Nothing but the lines from the one containing "Localize all text" to the end of the data should be returned, each exactly as written.
** The input follows **
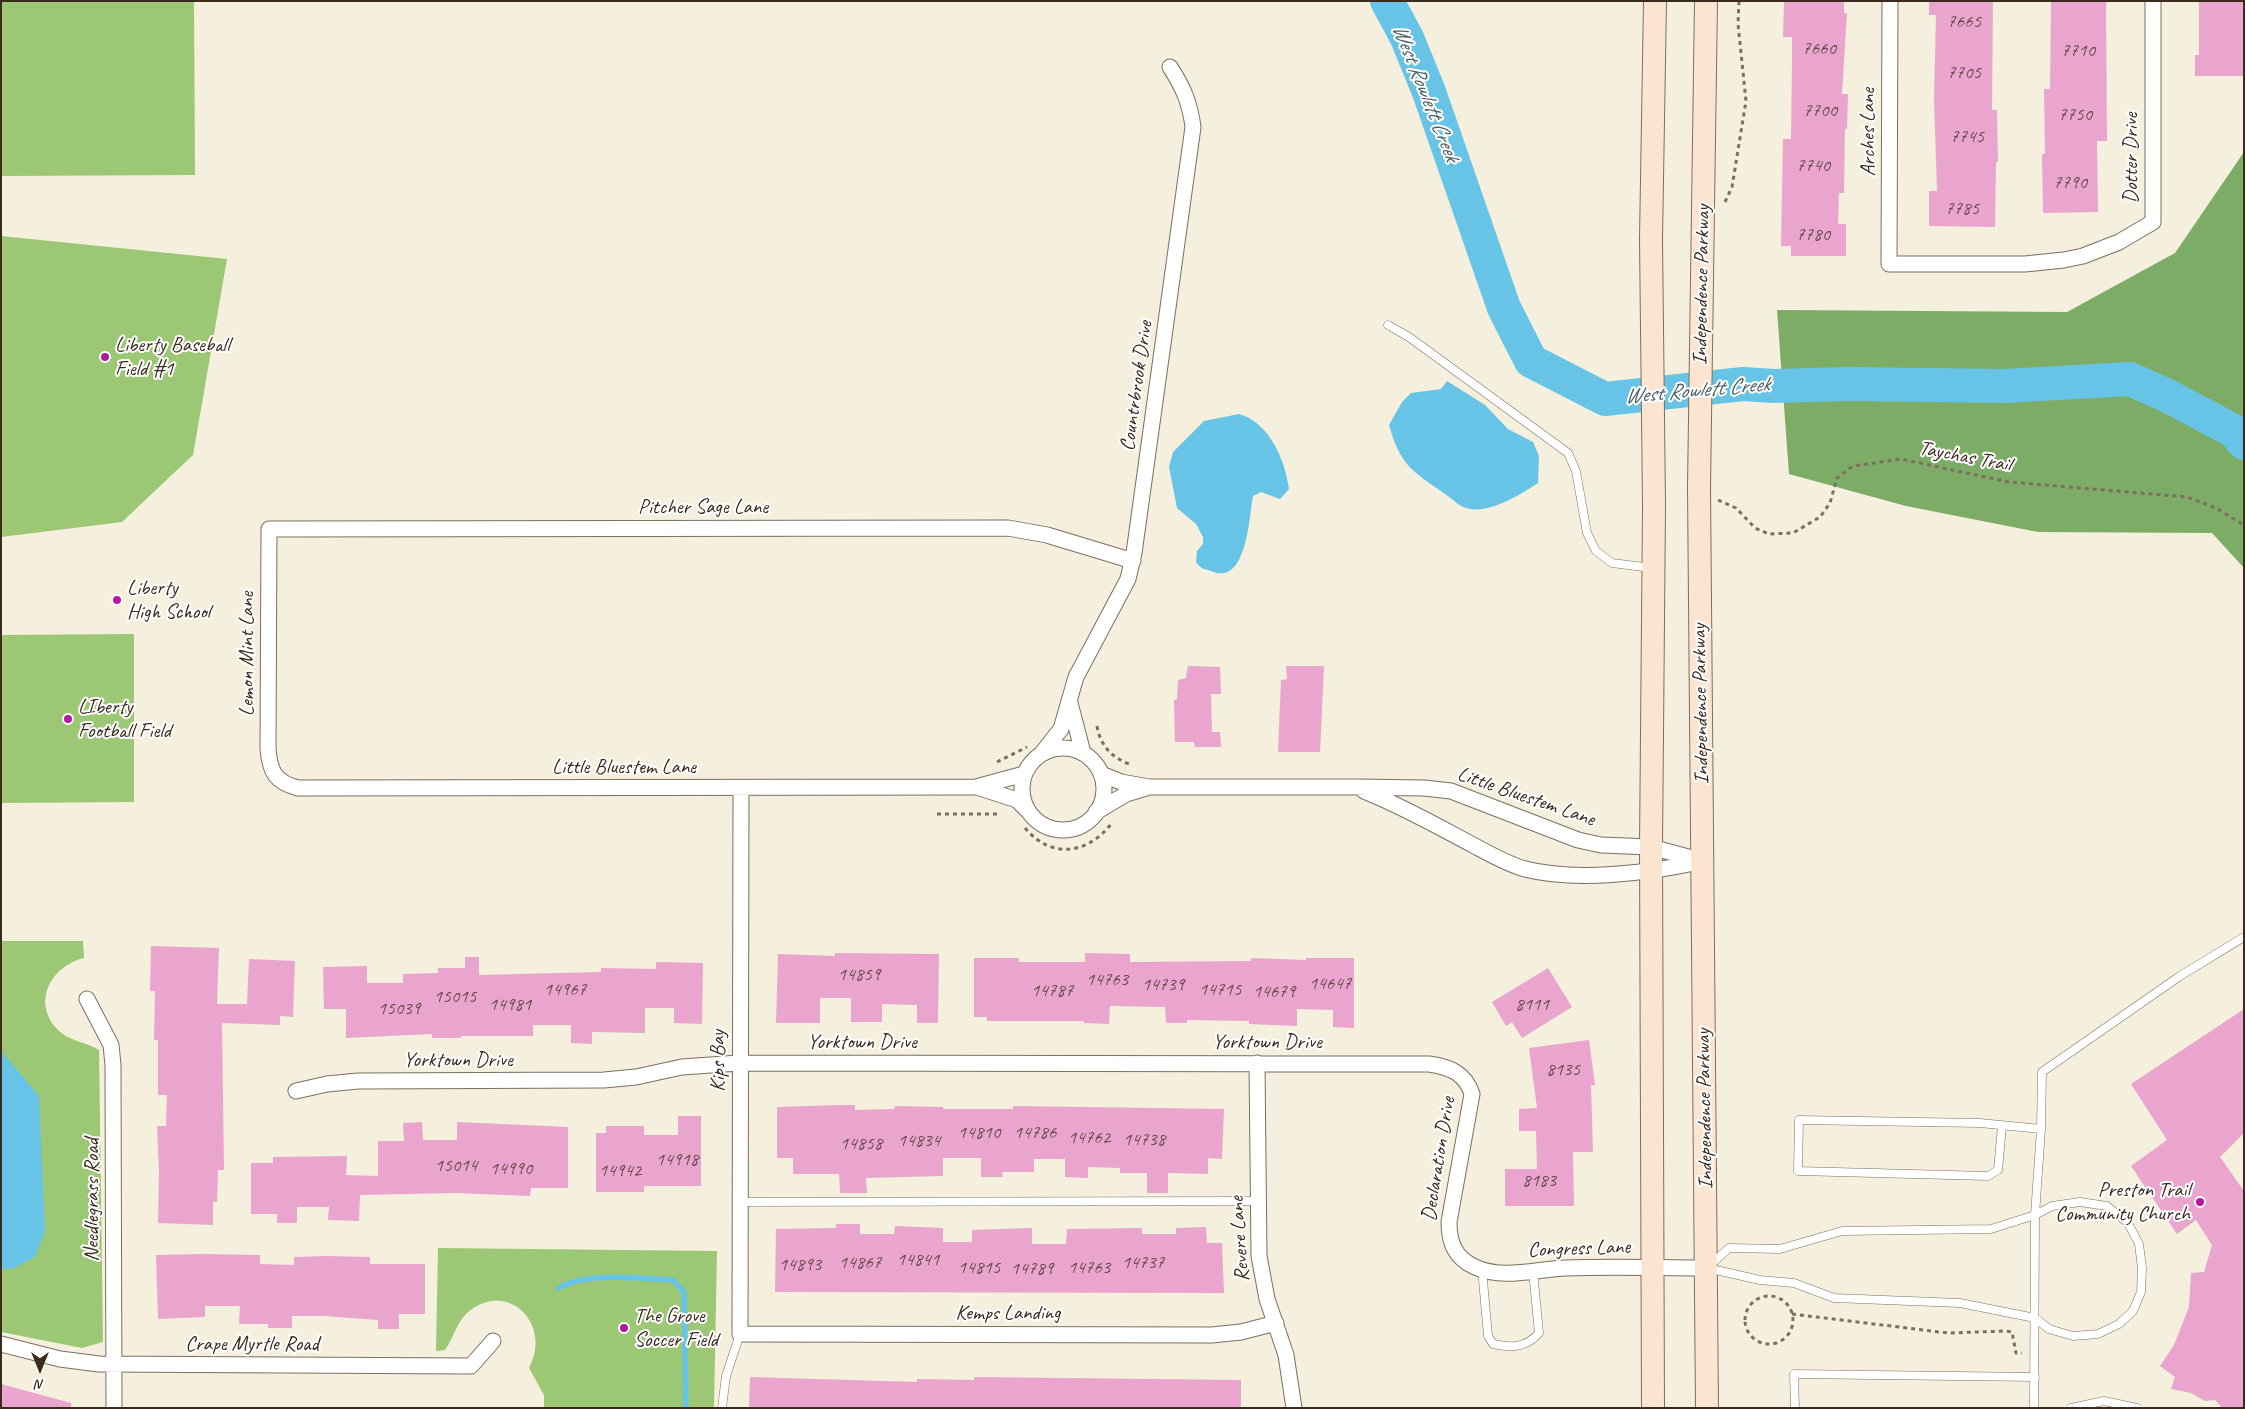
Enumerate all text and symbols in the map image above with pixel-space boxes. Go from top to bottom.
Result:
house number: 7665 [1947,11,1981,33]
water label: West Rowlett Creek [1386,21,1464,165]
house number: 7660 [1802,38,1836,60]
house number: 7710 [2061,40,2095,62]
house number: 7705 [1947,62,1981,84]
street label: Arches Lane [1855,88,1881,176]
house number: 7700 [1803,100,1837,122]
house number: 7750 [2058,104,2092,126]
street label: Dotter Drive [2118,113,2144,203]
house number: 7745 [1950,126,1984,148]
house number: 7740 [1796,155,1830,177]
house number: 7790 [2053,172,2087,194]
house number: 7785 [1945,198,1979,220]
street label: Independence Parkway [1688,205,1716,365]
house number: 7780 [1796,224,1830,246]
street label: Countrbrook Drive [1115,319,1159,453]
place label: Liberty Baseball Field #1 [115,332,230,382]
marker: Liberty Baseball Field #1 [99,351,111,363]
water label: West Rowlett Creek [1624,372,1770,410]
street label: Taychas Trail [1917,436,2013,478]
street label: Pitcher Sage Lane [638,494,768,520]
place label: Liberty High School [127,575,210,625]
street label: Lemon Mint Lane [234,592,260,716]
marker: Liberty High School [111,594,123,606]
street label: Independence Parkway [1687,624,1715,784]
place label: LIberty Football Field [78,694,171,744]
marker: LIberty Football Field [62,713,74,725]
street label: Little Bluestem Lane [552,754,696,780]
street label: Little Bluestem Lane [1454,762,1598,832]
house number: 14859 [838,964,880,986]
house number: 14763 [1086,969,1128,991]
house number: 14647 [1309,973,1351,995]
house number: 14739 [1142,974,1184,996]
house number: 14967 [544,979,586,1001]
house number: 14715 [1199,979,1241,1001]
house number: 14787 [1031,980,1073,1002]
house number: 14679 [1253,981,1295,1003]
house number: 15015 [434,986,476,1008]
house number: 14981 [489,994,531,1016]
house number: 8111 [1515,994,1549,1016]
house number: 15039 [378,998,420,1020]
street label: Yorktown Drive [807,1029,917,1055]
street label: Yorktown Drive [1212,1029,1322,1055]
street label: Independence Parkway [1691,1029,1719,1189]
street label: Kips Bay [705,1030,731,1092]
street label: Yorktown Drive [403,1047,513,1073]
house number: 8135 [1546,1059,1580,1081]
street label: Declaration Drive [1417,1095,1461,1223]
house number: 14810 [958,1122,1000,1144]
house number: 14786 [1014,1122,1056,1144]
house number: 14762 [1068,1127,1110,1149]
house number: 14738 [1123,1129,1165,1151]
house number: 14834 [898,1130,940,1152]
house number: 14858 [840,1133,882,1155]
street label: Needlegrass Road [79,1138,105,1262]
house number: 14918 [656,1149,698,1171]
house number: 15014 [435,1155,477,1177]
house number: 14990 [490,1158,532,1180]
house number: 14942 [599,1160,641,1182]
house number: 8183 [1522,1170,1556,1192]
place label: Preston Trail Community Church [2055,1177,2190,1227]
street label: Revere Lane [1224,1195,1256,1283]
marker: Preston Trail Community Church [2194,1196,2206,1208]
street label: Congress Lane [1527,1235,1631,1263]
house number: 14841 [897,1249,939,1271]
house number: 14867 [839,1252,881,1274]
house number: 14737 [1122,1252,1164,1274]
house number: 14893 [779,1254,821,1276]
house number: 14815 [958,1257,1000,1279]
house number: 14763 [1068,1257,1110,1279]
house number: 14789 [1011,1258,1053,1280]
street label: Kemps Landing [955,1300,1061,1326]
place label: The Grove Soccer Field [634,1303,718,1353]
marker: The Grove Soccer Field [618,1322,630,1334]
street label: Crape Myrtle Road [185,1331,319,1357]
north arrow [15,1344,65,1394]
text: N [36,1376,44,1393]

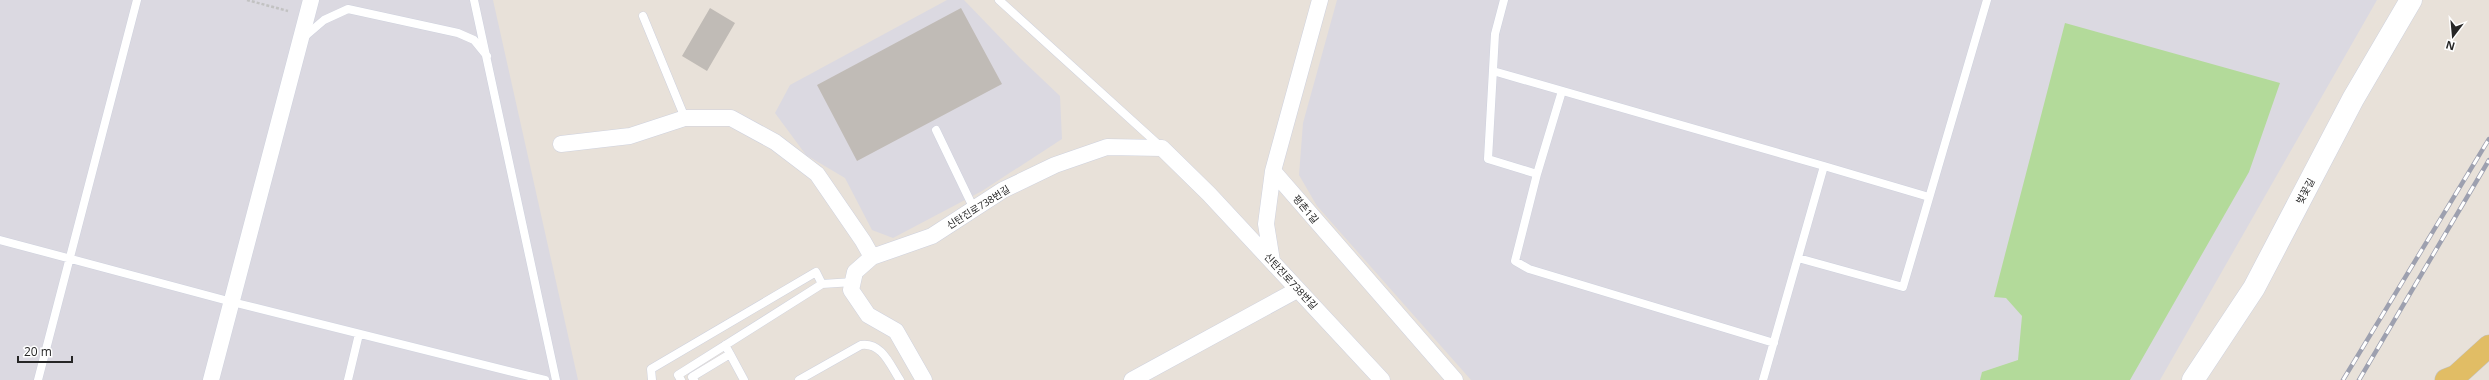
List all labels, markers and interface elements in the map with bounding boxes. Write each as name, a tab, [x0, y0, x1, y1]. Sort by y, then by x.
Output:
north arrow	[2433, 16, 2473, 56]
text: N	[2444, 38, 2456, 55]
street label: 벚꽃길	[2292, 176, 2318, 206]
street label: 신탄진로738번길	[944, 182, 1012, 232]
street label: 평촌1길	[1290, 192, 1322, 226]
street label: 신탄진로738번길	[1261, 250, 1321, 312]
scale bar	[18, 338, 72, 364]
text: 20 m	[24, 343, 52, 360]

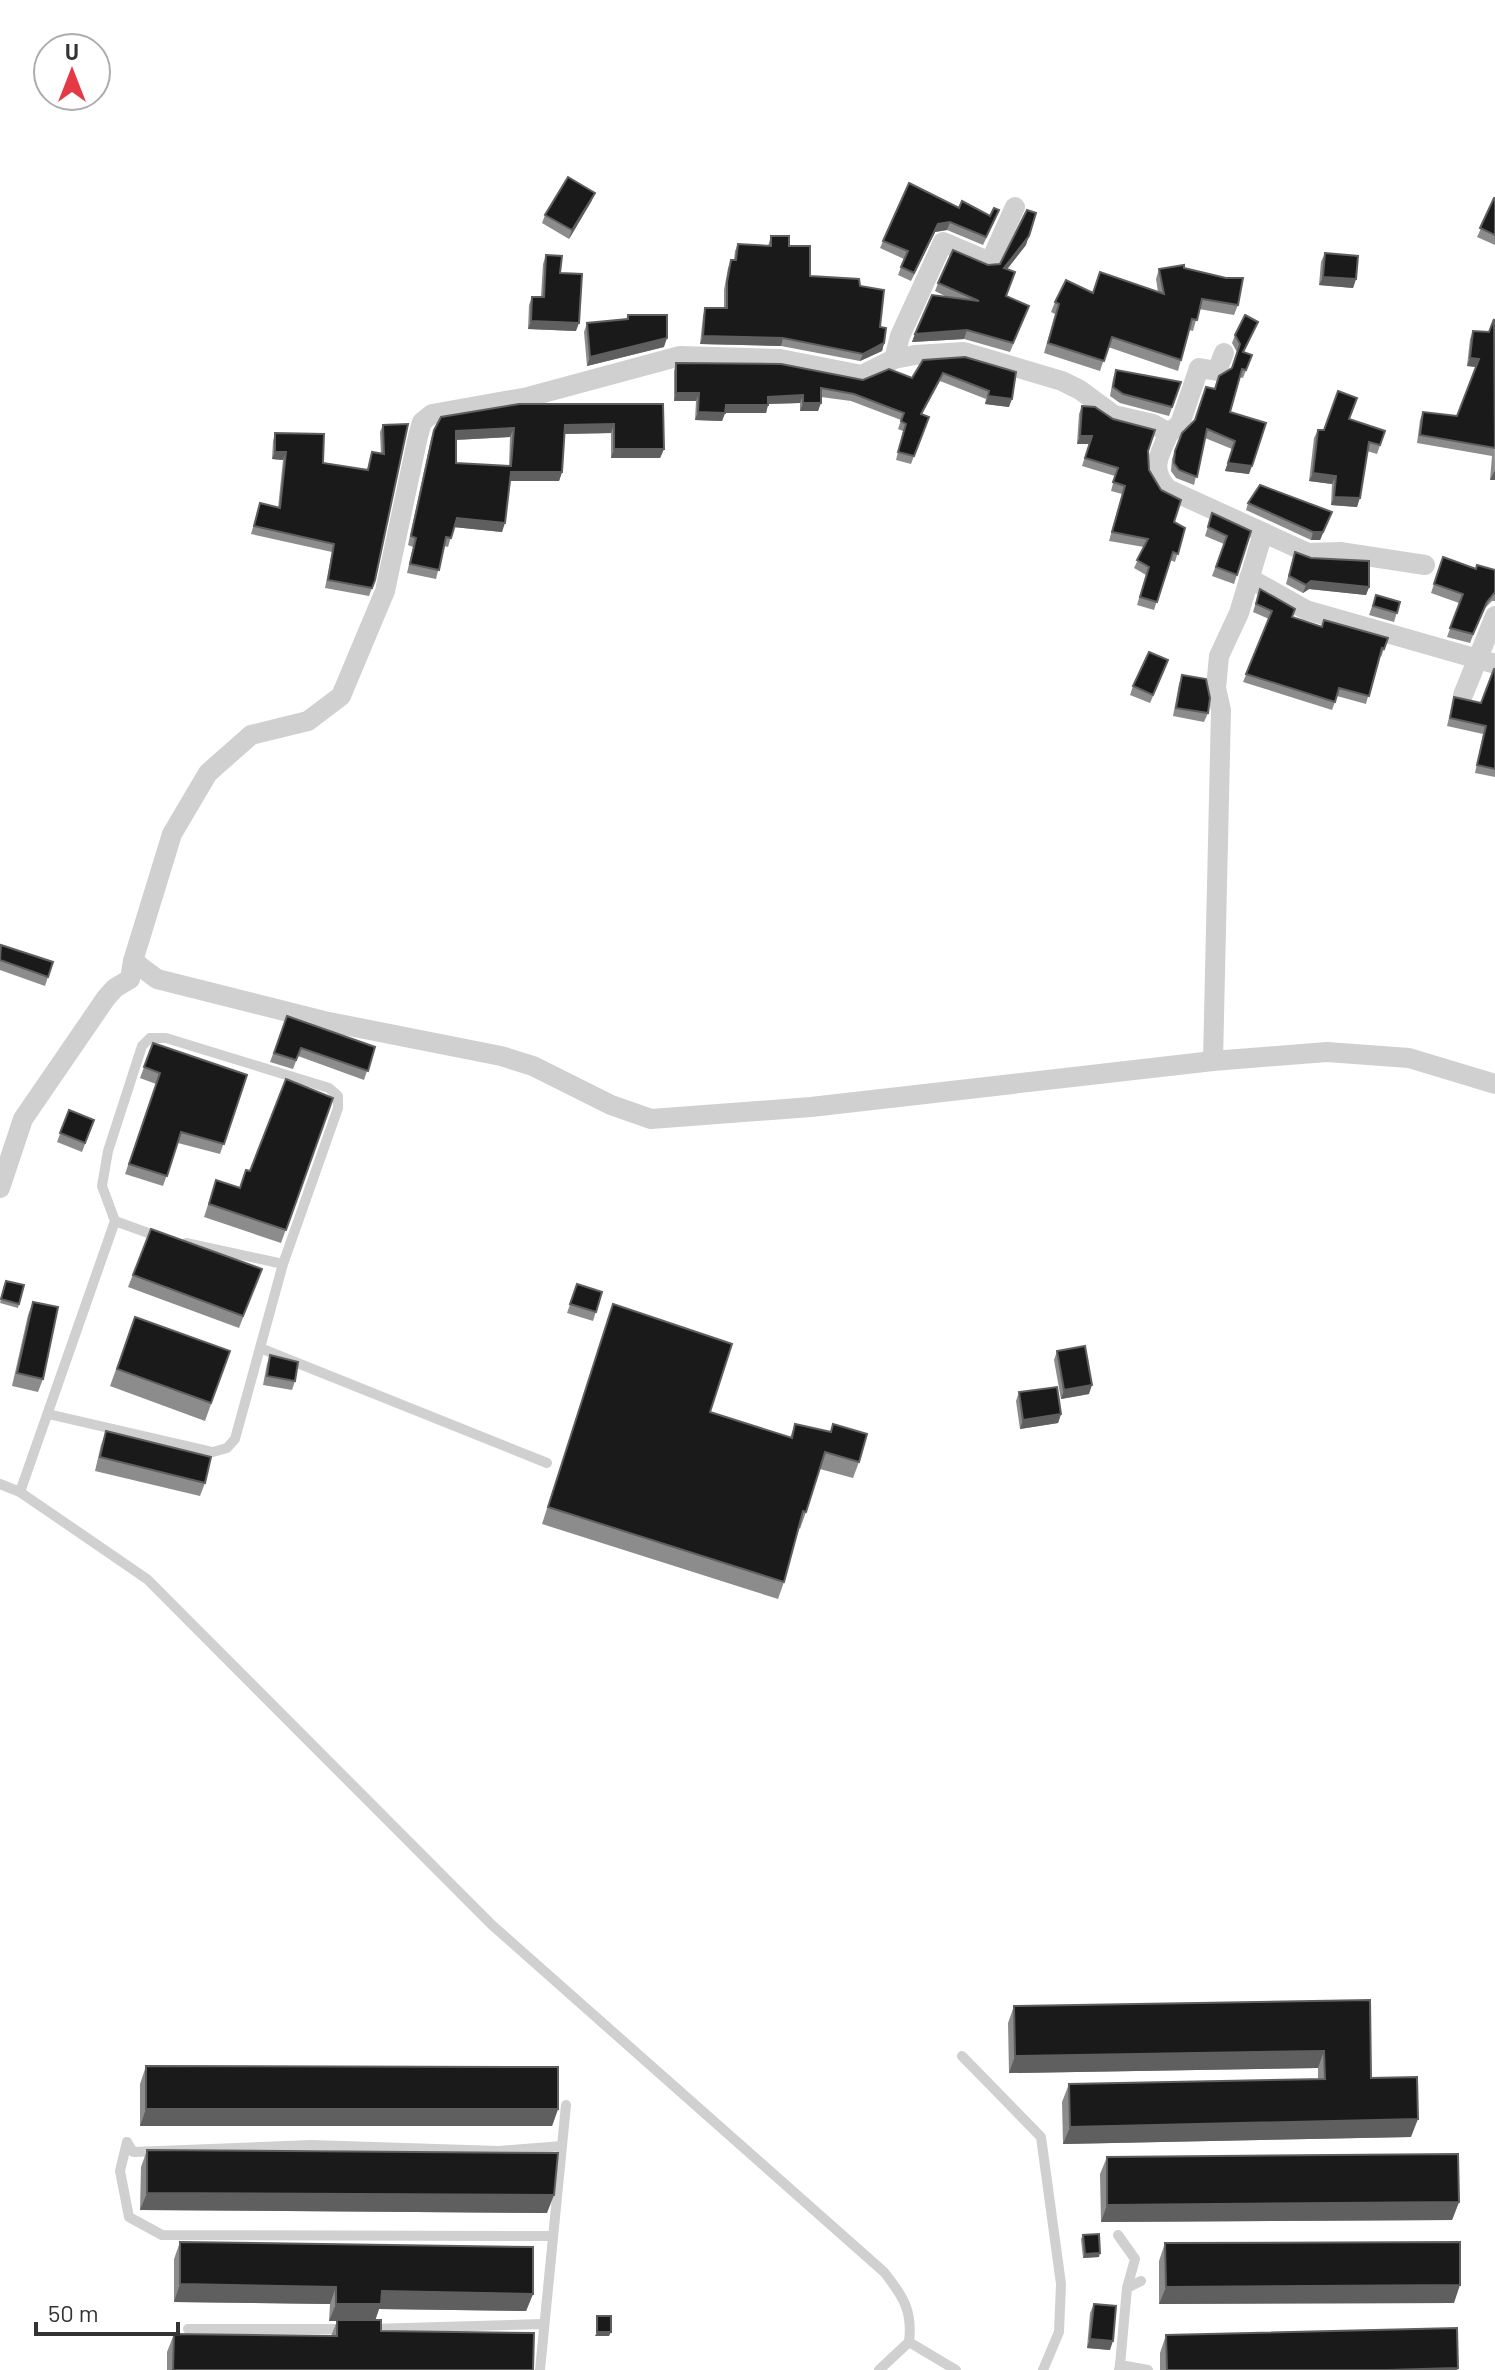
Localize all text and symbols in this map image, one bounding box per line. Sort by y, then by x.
north arrow [32,32,112,112]
text: U [65,38,79,64]
scale bar [36,2286,178,2336]
text: 50 m [48,2298,99,2327]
** End of The input **
**Task solution:**
Localize all text and symbols in this map image, one bounding box per line. Sort by y, then by x.
north arrow [32,32,112,112]
text: U [65,38,79,64]
scale bar [36,2286,178,2336]
text: 50 m [48,2298,99,2327]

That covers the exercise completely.